The prints and negatives from Otto L. Bettmann's archive, as well as those from a few smaller collections, are kept 220 feet underground in a former limestone mine in rural Pennsylvania. In February, Corbis announced that it would be storing the Sygma collection in a preservation facility near Paris.
As ventures go, Corbis represents a small investment for Mr. Gates. He pays for large expenditures, and the company uses its revenues to cover smaller projects within the firm.
Mr. Gates's involvement in the company is minimal. He spends only two to three hours each month meeting with Corbis management. Yet it is clear that he makes the big decisions. He has no interest, for example, in treating the undigitized portions of the image collections like one of his charities by, say, donating them to a public entity.
Despite the hands-off approach, Mr.
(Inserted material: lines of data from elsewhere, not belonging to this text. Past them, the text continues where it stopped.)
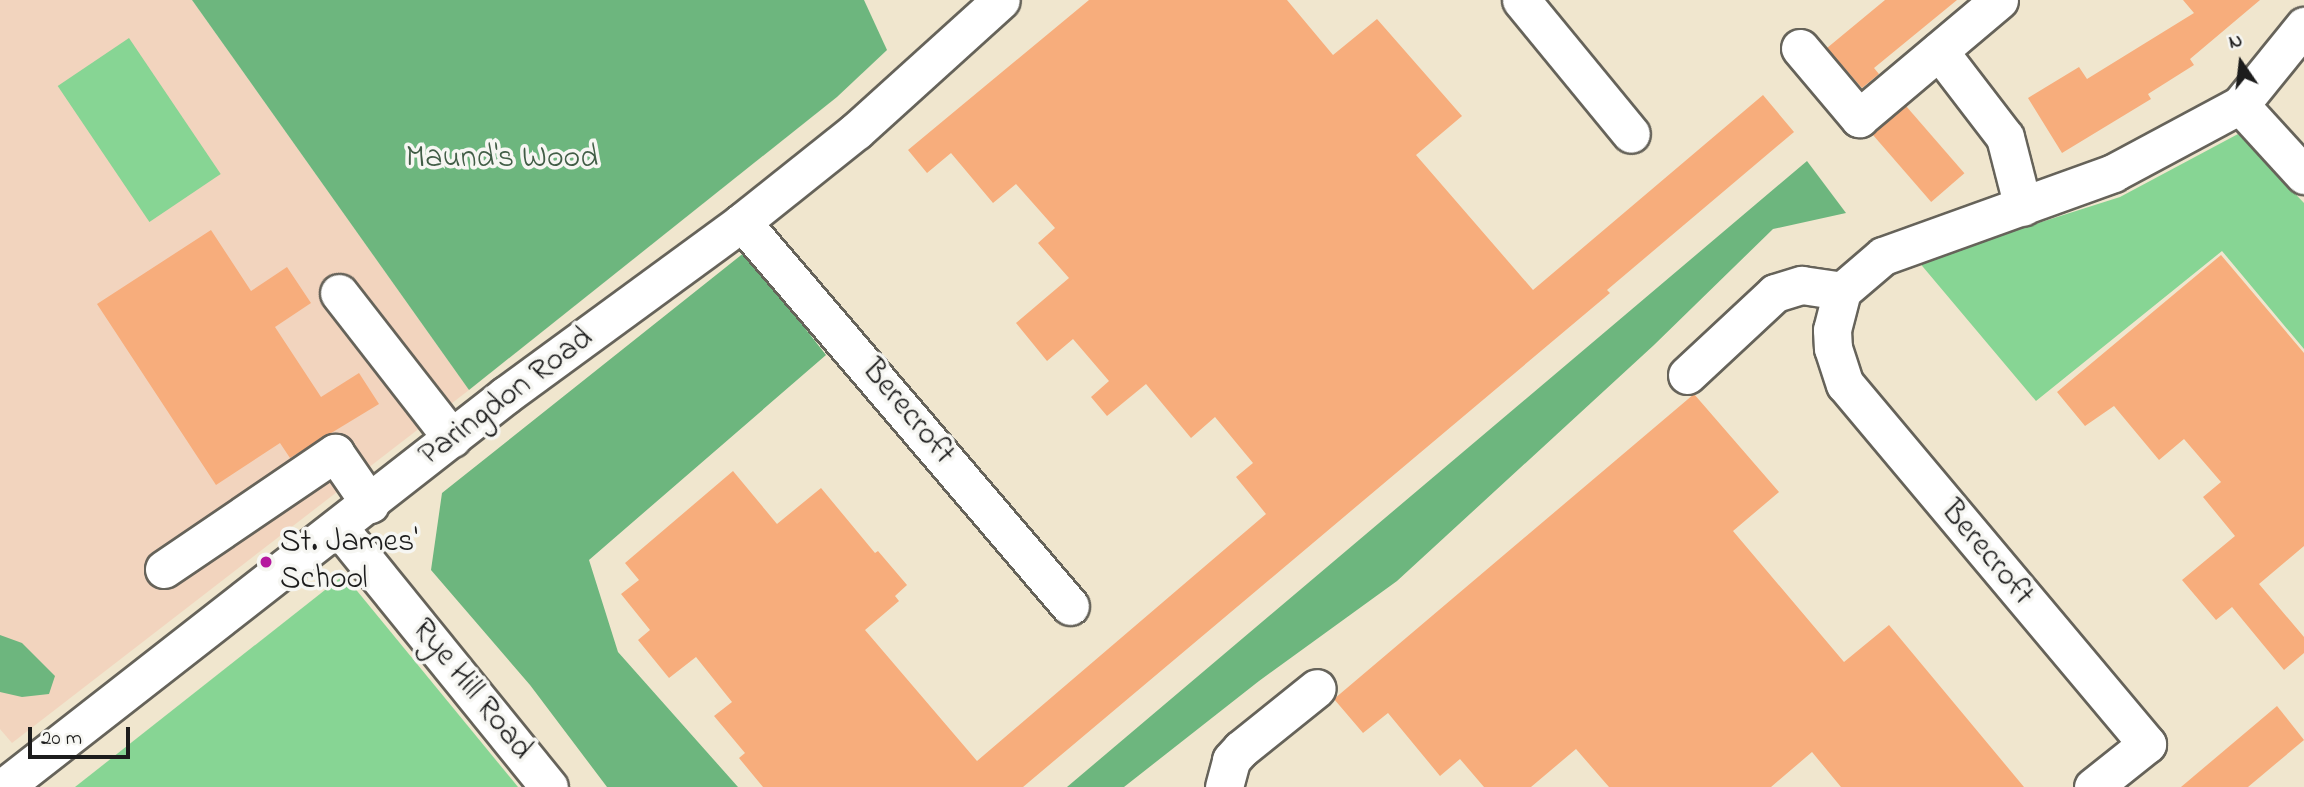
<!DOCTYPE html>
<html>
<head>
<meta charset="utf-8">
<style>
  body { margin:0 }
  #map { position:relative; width:2304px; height:787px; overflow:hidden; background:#f0e6ce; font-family:"Indie Flower",sans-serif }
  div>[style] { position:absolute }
  .built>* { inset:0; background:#f2d4be }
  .green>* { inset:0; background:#87d594; transform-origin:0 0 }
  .forest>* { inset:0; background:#6db67e }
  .building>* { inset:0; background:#f7ad7c; transform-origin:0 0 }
  .roads { filter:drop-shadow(2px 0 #66635a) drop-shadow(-2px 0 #66635a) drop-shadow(0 2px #66635a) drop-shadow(0 -2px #66635a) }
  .minor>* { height:37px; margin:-18.5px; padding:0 18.5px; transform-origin:18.5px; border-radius:18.5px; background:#fff }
  .dots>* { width:19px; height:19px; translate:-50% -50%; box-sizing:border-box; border:4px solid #f6f6f2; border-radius:50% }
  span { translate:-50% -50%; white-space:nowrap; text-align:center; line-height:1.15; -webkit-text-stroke:7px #f6f6f2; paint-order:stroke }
  .park-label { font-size:32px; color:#415d46 }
  .street-label { font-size:32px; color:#1c1c1c }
  .poi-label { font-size:32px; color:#1c1c1c }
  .left { translate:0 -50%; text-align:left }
  .north { position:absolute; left:2206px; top:28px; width:70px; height:70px; -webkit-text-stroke:5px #f6f6f2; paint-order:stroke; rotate:346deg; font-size:19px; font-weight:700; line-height:28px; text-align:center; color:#1c1c1c }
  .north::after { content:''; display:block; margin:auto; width:24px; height:32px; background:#1c1c1c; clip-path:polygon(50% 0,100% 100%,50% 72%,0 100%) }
  .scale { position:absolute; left:28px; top:727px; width:102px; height:32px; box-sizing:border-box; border:4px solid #1c1c1c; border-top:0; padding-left:9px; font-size:21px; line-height:24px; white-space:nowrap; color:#1c1c1c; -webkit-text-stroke:5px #f6f6f2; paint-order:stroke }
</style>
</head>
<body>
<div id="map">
  <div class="built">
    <i style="clip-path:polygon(0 0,192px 0,469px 390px,12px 743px,0 729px)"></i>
  </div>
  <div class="green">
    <i style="left:129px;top:38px;width:164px;height:86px;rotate:56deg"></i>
    <i style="clip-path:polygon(2238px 134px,2304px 203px,2304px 349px,2222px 251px,2036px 401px,1918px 261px,2120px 197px)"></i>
    <i style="clip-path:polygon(344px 575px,518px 787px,75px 787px)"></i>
  </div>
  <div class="forest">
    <i style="clip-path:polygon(192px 0,864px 0,887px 50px,837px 97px,469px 390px)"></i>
    <i style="clip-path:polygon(1807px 161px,1846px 213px,1773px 229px,1654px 345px,1397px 581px,1259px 681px,1124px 787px,1067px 787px)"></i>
    <i style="clip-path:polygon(745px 252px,826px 355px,589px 560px,618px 652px,738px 787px,607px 787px,530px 685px,431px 570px,442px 493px)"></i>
    <i style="clip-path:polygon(0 635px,22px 643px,55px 676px,49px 694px,22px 697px,0 692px)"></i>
  </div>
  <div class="building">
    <i style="clip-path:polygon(1089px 0,1287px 0,1333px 55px,1377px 19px,1462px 116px,1416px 155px,1533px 290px,1763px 95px,1794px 132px,1607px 290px,1610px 293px,1023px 787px,763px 787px,739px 758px,745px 753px,714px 716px,732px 702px,696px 657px,669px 678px,638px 640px,650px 630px,621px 594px,639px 580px,625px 563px,733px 471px,777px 524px,821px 488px,875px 553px,878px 551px,907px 585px,895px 596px,899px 601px,865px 630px,977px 761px,1266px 514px,1236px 477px,1253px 463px,1215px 417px,1191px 438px,1146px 384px,1107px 416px,1091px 397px,1109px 381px,1073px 339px,1047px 361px,1016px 323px,1069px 278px,1038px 243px,1055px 228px,1016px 184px,993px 203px,951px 153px,927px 173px,908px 150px)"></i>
    <i style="clip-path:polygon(1885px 0,1957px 0,1874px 68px,1879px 74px,1862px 88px,1827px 48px)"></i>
    <i style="clip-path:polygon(2183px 0,2260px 0,2190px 59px,2194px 65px,2148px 94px,2151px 99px,2062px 153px,2028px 98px,2079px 67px,2087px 79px,2194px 13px)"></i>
    <i style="left:1906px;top:106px;width:89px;height:44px;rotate:49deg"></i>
    <i style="clip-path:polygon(211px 230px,251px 291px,287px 267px,311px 303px,275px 327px,321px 397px,359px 373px,379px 404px,290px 458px,280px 443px,216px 485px,97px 304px)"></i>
    <i style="clip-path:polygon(2221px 255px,2304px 353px,2304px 546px,2259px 584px,2304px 637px,2304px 653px,2284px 670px,2232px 607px,2216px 620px,2182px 580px,2235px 536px,2203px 497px,2221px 482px,2184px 439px,2159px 460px,2114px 406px,2085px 426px,2057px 392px)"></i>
    <i style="clip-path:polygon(1694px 394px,1779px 492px,1733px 531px,1844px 662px,1889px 625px,2024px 787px,1841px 787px,1812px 752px,1771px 787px,1609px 787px,1576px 749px,1531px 787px,1484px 787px,1460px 759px,1440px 776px,1388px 713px,1363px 733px,1334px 699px)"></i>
    <i style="clip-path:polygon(2277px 706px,2304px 740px,2248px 787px,2181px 787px)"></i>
  </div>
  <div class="roads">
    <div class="minor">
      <i style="left:1521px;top:0;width:173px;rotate:50.6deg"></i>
      <i style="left:1800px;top:48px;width:92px;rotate:49.9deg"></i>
      <i style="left:1859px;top:118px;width:183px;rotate:-40.1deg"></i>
      <i style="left:1939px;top:51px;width:108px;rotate:52.5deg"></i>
      <i style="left:2005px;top:137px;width:72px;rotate:75.6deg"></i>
      <i style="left:2240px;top:105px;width:95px;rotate:47.6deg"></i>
      <i style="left:742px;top:222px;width:505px;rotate:49.5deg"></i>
      <i style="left:1842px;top:291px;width:40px;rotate:104.4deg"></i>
      <i style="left:1832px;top:330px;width:18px;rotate:87deg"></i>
      <i style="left:1833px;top:348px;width:38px;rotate:72deg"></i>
      <i style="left:1845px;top:384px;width:470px;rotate:50deg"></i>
      <i style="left:2147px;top:744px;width:69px;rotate:141.5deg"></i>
      <i style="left:339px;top:293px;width:184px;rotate:52.1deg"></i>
      <i style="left:1687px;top:375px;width:120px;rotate:-43deg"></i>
      <i style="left:1775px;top:293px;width:28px;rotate:-17deg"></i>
      <i style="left:1802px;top:285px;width:40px;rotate:8.5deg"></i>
      <i style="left:1842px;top:291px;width:54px;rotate:-40.5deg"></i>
      <i style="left:1883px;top:256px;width:245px;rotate:-19.8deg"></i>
      <i style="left:2113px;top:173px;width:144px;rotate:-28.2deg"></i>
      <i style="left:2240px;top:105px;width:102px;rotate:-51deg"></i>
      <i style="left:340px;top:529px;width:332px;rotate:51deg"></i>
      <i style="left:164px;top:569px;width:207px;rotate:-34.2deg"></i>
      <i style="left:335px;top:453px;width:62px;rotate:55.5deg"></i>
      <i style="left:4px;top:787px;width:637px;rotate:-37.99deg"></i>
      <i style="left:506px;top:395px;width:293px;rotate:-36.2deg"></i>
      <i style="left:742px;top:222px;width:146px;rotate:-38.6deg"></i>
      <i style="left:856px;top:131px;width:195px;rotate:-42.1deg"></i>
      <i style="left:1224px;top:787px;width:28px;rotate:-75deg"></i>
      <i style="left:1231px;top:760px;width:15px;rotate:-48deg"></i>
      <i style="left:1241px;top:749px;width:97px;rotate:-38.8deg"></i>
    </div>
  </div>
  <div class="dots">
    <i style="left:266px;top:562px;background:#b5179e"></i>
  </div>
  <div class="park-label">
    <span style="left:502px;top:159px">Maund's Wood</span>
  </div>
  <div class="street-label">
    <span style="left:507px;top:398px;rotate:-37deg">Paringdon Road</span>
    <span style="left:907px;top:413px;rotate:50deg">Berecroft</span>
    <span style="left:1986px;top:554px;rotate:50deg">Berecroft</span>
    <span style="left:471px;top:690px;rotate:51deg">Rye Hill Road</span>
  </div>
  <div class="poi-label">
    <span class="left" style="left:280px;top:562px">St. James'<br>School</span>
  </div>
  <div class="north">N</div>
  <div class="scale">20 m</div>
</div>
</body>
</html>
Gates is apparently never far from the minds of Corbis employees. Mr. Shenk is in the process of relocating to Seattle from Los Angeles, and his sparsely decorated office in Seattle is evidence of the commuter life he has been leading. The only work of art in evidence one recent afternoon was on Mr. Shenk's whiteboard, where a colleague had drawn the unmistakable likeness of Mr. Gates, peering out from behind his glasses.
“Keep up the good work, Shenk,” Mr. Gates says. “Or I'll kill you.”